### Analyzing Cog Sci abstract data
March 4, 2018

This notebook grabs the cogsci proceedings data and does the following.

###### LSA:
- pre-processing: creates tf-idf representation of each abstract.
- analysis: performs Latent Semantic Analysis (truncated SVD) using gensim for latent space document and term representation.

###### word2vec:
- skip-gram/cbow pre-processing
- build word2vec model using gensim for word meaning vectors



LATER: build doc2vec model using gensim for doc meaning

All analyses are first done with only cognitive key words for a sparse but cognition-specific model, then it's repeated with all words for a fuller dataset.

In [24]:
%matplotlib inline
import numpy as np
import pandas as pd
import gensim as gs
from sklearn import decomposition, metrics
import matplotlib.pyplot as plt

### function defs

In [175]:
def corpus_from_list(doc_list, terms_dict=None):
    # transform doc_list, which is a list of strings where each string is a document, into gensim friendly corpus form
    # are you f-ing serious I have to build the corpus feature myself..?
    terms = term_dict.keys()
    corpus_index = [None]*len(doc_list)
    corpus_terms = [None]*len(doc_list)
    for doc_ind, doc in enumerate(doc_list):
        cur_corp_index = []
        cur_corp_terms = []
        for term in terms:
            # use all lower case to search
            t_count = doc.lower().count(term)
            if t_count:
                cur_corp_index.append((term_dict[term], t_count))
                cur_corp_terms.append(term)
                
        corpus_index[doc_ind] = cur_corp_index
        corpus_terms[doc_ind] = cur_corp_terms
    
    return corpus_index, corpus_terms

def terms_similar_to(term_sim, dictionary, query_term='attention', topN=10):
    # querying top N similar words
    if query_term in dictionary.token2id.keys():
        query_ind = dictionary.token2id[query_term]
        print('Freq. | Similarity: Term')
        print('------------------------')
        for i in np.argsort(term_sim[query_ind,:])[::-1][:topN]:
            print('%.3f | %.3f: '%(dictionary.dfs[i]/dictionary.num_docs, term_sim[query_ind,i]) + dictionary.id2token[i])
            
    else:
        print(query_term + ' is not in the dictionary.')

In [3]:
# import dictionary (cognitive concept word list)
terms_file = '../data/cogatlas_terms.txt'
terms = pd.read_csv(terms_file, delimiter='\n', names=['Terms'])

# construct as dictionary
# gensim requires dict to be of form {'word':id}, so zip together term list and id numbers
term_dict = dict(zip(terms['Terms'], range(len(terms['Terms'])))) 

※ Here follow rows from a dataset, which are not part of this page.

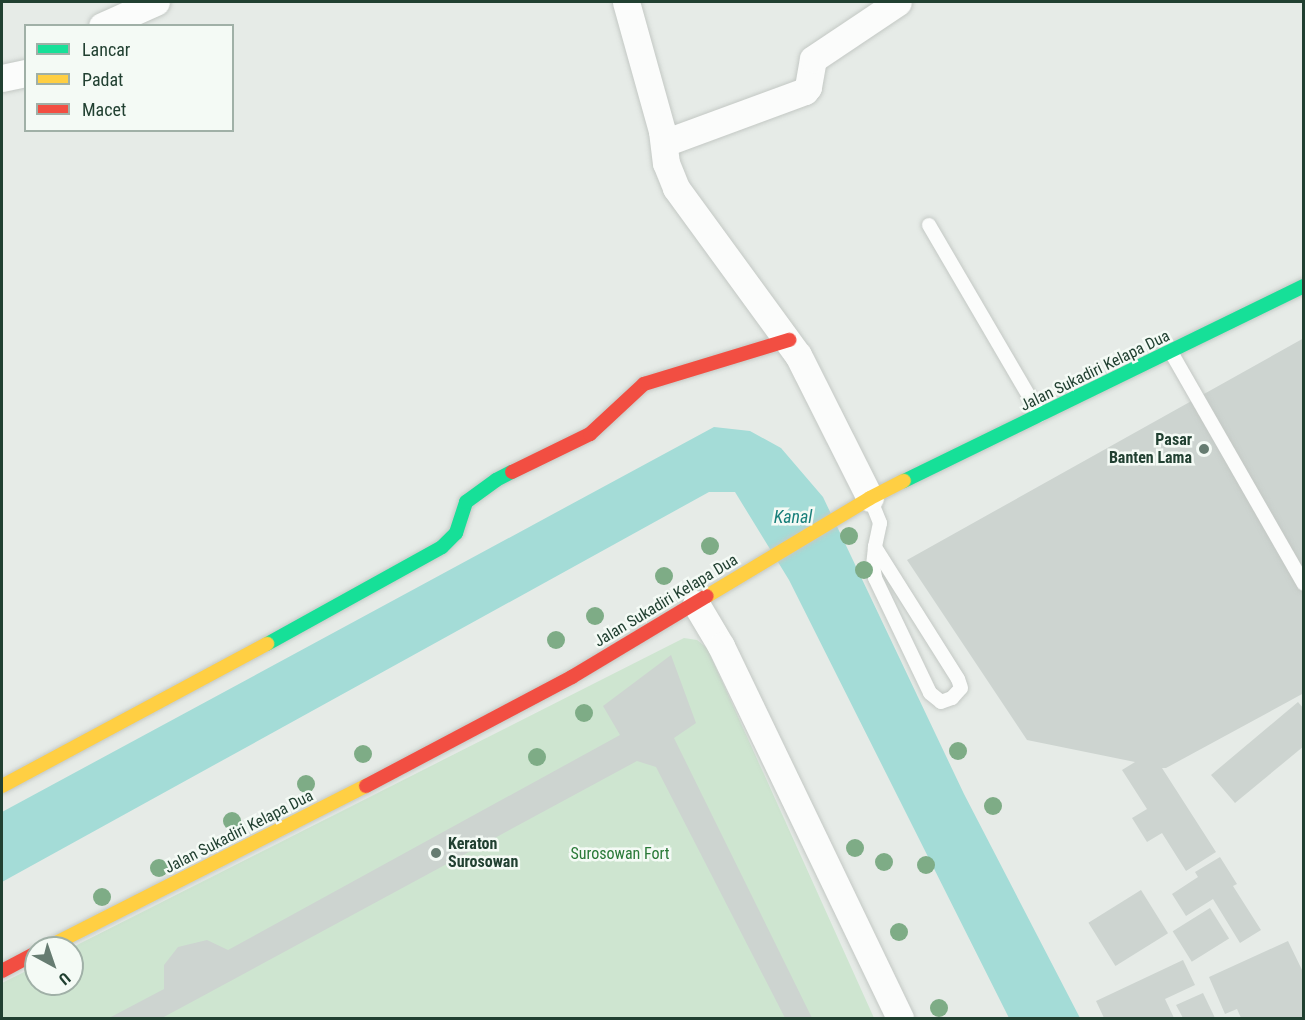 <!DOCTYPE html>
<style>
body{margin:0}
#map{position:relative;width:1305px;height:1020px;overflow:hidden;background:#e6ebe7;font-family:"Roboto Condensed",sans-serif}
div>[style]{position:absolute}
.green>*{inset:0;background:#cee5d0}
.water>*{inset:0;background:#a4dcd7}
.building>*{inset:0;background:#cdd4d0;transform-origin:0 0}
.roads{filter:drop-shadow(0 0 2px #c3c8c4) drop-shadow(0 0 2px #c3c8c4)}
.lane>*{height:14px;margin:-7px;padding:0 7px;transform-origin:7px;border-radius:7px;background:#fbfcfb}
.street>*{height:27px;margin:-13.5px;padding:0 13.5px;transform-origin:13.5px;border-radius:13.5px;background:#fbfcfb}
.fast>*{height:14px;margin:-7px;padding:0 7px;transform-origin:7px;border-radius:7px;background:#16e098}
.slow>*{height:14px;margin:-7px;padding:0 7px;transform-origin:7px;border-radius:7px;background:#ffcf43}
.jam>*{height:14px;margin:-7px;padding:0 7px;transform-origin:7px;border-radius:7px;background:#f24e42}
.trees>*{width:18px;height:18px;margin:-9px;border-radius:50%;background:#7eac86}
.dots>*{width:16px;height:16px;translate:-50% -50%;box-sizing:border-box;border:3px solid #f4faf5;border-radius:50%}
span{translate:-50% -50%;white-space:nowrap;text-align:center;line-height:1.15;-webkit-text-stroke:5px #f4faf5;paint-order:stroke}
.street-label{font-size:16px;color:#214031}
.poi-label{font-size:16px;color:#214031;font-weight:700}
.right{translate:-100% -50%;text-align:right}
.left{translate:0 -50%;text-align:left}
.park-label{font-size:16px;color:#297937}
.water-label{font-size:18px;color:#187f7a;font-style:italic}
.frame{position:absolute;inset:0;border:3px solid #214031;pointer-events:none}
.legend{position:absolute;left:24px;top:24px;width:210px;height:108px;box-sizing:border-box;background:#f4faf5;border:2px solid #a0b0a7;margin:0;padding:8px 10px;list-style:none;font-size:18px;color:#214031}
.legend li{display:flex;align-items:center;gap:12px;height:30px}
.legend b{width:30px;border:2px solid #a0b0a7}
.north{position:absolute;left:24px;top:936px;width:60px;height:60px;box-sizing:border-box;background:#f4faf5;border:2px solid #a0b0a7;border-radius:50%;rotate:140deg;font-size:16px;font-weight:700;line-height:24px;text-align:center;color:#214031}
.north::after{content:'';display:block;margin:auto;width:21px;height:27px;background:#667c71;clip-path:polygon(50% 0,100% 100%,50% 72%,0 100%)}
</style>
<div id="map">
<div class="green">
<i style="clip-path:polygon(684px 638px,697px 640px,707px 648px,874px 1018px,2px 1018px,2px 983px,36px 966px,36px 984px,72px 984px,71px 948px)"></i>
</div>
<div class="water">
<i style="clip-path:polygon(714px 427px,750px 431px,781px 448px,823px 497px,964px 794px,1080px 1018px,1009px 1018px,789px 580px,735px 492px,709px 492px,2px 882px,2px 812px)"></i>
</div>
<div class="building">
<i style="clip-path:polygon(1304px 338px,1304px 693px,1166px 768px,1162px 768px,1216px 852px,1186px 871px,1162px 833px,1147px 842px,1132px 818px,1147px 809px,1122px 770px,1135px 762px,1027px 740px,907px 560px)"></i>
<i style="clip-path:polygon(671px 655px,696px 723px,674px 738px,812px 1018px,785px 1018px,656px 767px,637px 761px,162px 1018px,109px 1018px,164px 989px,164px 965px,178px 947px,207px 940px,228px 950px,620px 735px,603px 706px)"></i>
<i style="clip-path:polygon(1298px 702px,1304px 709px,1304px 746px,1235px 803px,1211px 775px)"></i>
<i style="clip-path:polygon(1220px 857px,1237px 884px,1233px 886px,1261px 930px,1240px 943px,1213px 899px,1186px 916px,1172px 894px,1198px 877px,1195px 872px)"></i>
<i style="left:1141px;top:890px;width:51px;height:62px;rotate:58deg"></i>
<i style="left:1210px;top:908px;width:36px;height:44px;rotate:58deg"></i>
<i style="clip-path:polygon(1288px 941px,1304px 974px,1304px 1018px,1241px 1018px,1237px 1009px,1225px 1014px,1209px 977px)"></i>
<i style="clip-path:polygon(1183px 960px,1195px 985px,1165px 999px,1174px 1018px,1104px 1018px,1096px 1001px)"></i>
<i style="clip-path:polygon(1203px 993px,1215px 1018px,1183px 1018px,1176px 1005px)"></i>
</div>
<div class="roads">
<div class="lane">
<i style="left:929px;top:225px;width:220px;rotate:59.7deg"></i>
<i style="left:1171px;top:352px;width:267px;rotate:60.2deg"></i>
<i style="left:870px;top:498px;width:27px;rotate:68deg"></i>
<i style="left:880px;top:523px;width:25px;rotate:102deg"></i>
<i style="left:875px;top:547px;width:18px;rotate:96deg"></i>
<i style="left:873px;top:565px;width:13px;rotate:81deg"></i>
<i style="left:875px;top:578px;width:127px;rotate:64.4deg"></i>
<i style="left:930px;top:693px;width:14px;rotate:39deg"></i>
<i style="left:941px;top:702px;width:12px;rotate:-20deg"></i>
<i style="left:952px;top:698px;width:13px;rotate:-48deg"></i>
<i style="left:961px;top:688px;width:9px;rotate:-108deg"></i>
<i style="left:958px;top:679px;width:156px;rotate:-122.2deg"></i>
</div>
<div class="street">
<i style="left:626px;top:2px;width:134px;rotate:74.4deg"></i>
<i style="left:662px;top:131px;width:32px;rotate:83deg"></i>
<i style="left:666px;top:163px;width:27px;rotate:68deg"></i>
<i style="left:676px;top:188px;width:207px;rotate:53.9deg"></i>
<i style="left:798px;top:355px;width:160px;rotate:63.3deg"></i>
<i style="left:102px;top:26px;width:59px;rotate:-24deg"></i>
<i style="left:2px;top:78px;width:25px;rotate:-12deg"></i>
<i style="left:664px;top:143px;width:150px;rotate:-20.2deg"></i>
<i style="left:805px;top:91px;width:5px;rotate:-53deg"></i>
<i style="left:808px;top:87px;width:28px;rotate:-80deg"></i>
<i style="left:813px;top:59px;width:102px;rotate:-33.8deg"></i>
<i style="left:696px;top:604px;width:49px;rotate:59.2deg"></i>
<i style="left:721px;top:646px;width:413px;rotate:64.3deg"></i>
</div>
<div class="fast">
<i style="left:904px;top:481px;width:445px;rotate:-26deg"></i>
<i style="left:267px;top:644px;width:200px;rotate:-29deg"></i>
<i style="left:442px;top:547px;width:20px;rotate:-45deg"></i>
<i style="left:456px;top:533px;width:33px;rotate:-72deg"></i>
<i style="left:466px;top:502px;width:37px;rotate:-36deg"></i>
<i style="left:496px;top:480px;width:18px;rotate:-27deg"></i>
</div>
<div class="slow">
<i style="left:707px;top:596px;width:190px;rotate:-31deg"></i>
<i style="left:870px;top:498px;width:38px;rotate:-27deg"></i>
<i style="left:2px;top:786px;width:301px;rotate:-28.2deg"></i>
<i style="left:46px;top:948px;width:359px;rotate:-26.9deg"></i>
</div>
<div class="jam">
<i style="left:512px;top:472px;width:87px;rotate:-26deg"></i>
<i style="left:590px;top:434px;width:74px;rotate:-42.8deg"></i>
<i style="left:644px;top:384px;width:152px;rotate:-16.9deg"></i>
<i style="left:366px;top:786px;width:233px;rotate:-27.9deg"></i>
<i style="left:572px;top:677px;width:157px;rotate:-31deg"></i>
<i style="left:2px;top:971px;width:38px;rotate:-28deg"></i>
</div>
</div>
<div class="trees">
<i style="left:849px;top:536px"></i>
<i style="left:710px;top:546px"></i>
<i style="left:864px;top:570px"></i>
<i style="left:664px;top:576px"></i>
<i style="left:595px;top:616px"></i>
<i style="left:556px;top:640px"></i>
<i style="left:584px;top:713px"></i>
<i style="left:958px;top:751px"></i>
<i style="left:363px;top:754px"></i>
<i style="left:537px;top:757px"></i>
<i style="left:306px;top:784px"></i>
<i style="left:993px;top:806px"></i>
<i style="left:232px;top:821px"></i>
<i style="left:855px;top:848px"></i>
<i style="left:884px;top:862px"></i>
<i style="left:926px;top:865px"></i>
<i style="left:159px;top:868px"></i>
<i style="left:102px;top:897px"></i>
<i style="left:899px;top:932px"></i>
<i style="left:939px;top:1008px"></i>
</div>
<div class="dots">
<i style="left:1204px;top:449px;background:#667c71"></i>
<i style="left:436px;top:853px;background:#667c71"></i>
</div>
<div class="street-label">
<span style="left:1095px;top:371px;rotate:-26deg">Jalan Sukadiri Kelapa Dua</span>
<span style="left:666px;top:601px;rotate:-31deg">Jalan Sukadiri Kelapa Dua</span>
<span style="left:239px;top:832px;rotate:-27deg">Jalan Sukadiri Kelapa Dua</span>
</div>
<div class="poi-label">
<span class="right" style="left:1192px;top:449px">Pasar<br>Banten Lama</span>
<span class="left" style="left:448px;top:853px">Keraton<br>Surosowan</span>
</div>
<div class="park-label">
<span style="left:620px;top:854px">Surosowan Fort</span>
</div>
<div class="water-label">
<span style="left:793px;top:517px">Kanal</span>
</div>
<div class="frame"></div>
<ul class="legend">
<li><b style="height:8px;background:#16e098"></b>Lancar</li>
<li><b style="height:8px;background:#ffcf43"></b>Padat</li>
<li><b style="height:8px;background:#f24e42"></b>Macet</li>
</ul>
<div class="north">U</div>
</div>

# import data as pd dataframe
abstract_file = '../data/cogsci_abstracts.csv'
col_names = ('Year', 'Title', 'Abstract', 'Authors', 'Affiliations', 'URL')
df_cs = pd.read_csv(abstract_file, header=None, names=col_names)
print('%i documents extracted.' %len(df_cs))

6385 documents extracted.


In [4]:
# combine title & abstract of each document and put into list
doc_list = []
for t in range(len(df_cs)):
    if type(df_cs['Abstract'][t]) is not str:
        doc_list.append(df_cs['Title'][t])
    else:
        doc_list.append(df_cs['Title'][t]+'. ' + df_cs['Abstract'][t])    
        
# convert document list into dictionary-words only list, by using the custom dictionary.
# if using the whole corpus to build dictionary, just do 
#     dct = gs.corpora.Dictionary([d.lower() for d in doc_list.lower])
print('Pruning document list for dictionary words only...')
corpus_index, corpus_terms = corpus_from_list(doc_list=doc_list, terms_dict=term_dict)

Pruning document list for dictionary words only...


### Latent Semantic Analysis
https://en.wikipedia.org/wiki/Latent_semantic_analysis#Derivation

###### tf-idf model
Some questions:
- is it necessary to stem the keywords/data?
- how best to handle phrases where sub-phrases are also dict phrases ("memory" in "working memory", "concept" in "conceptual)? (https://stackoverflow.com/questions/4173787/string-exact-match/4173810)

In [5]:
# building tf-idf representation

# use gensim to rebuild dictionary, though now the original dictionary that 
# I build (term_dict) will have different indices than the gensim dict (dct), which
# is fine, just need to be careful with indexing and not use the original dict
dct = gs.corpora.Dictionary(corpus_terms)
print(dct)
corpus = [dct.doc2bow(line) for line in corpus_terms]
model = gs.models.TfidfModel(corpus, id2word=dct)  # fit model
corpus_tfidf = [model[c] for c in corpus]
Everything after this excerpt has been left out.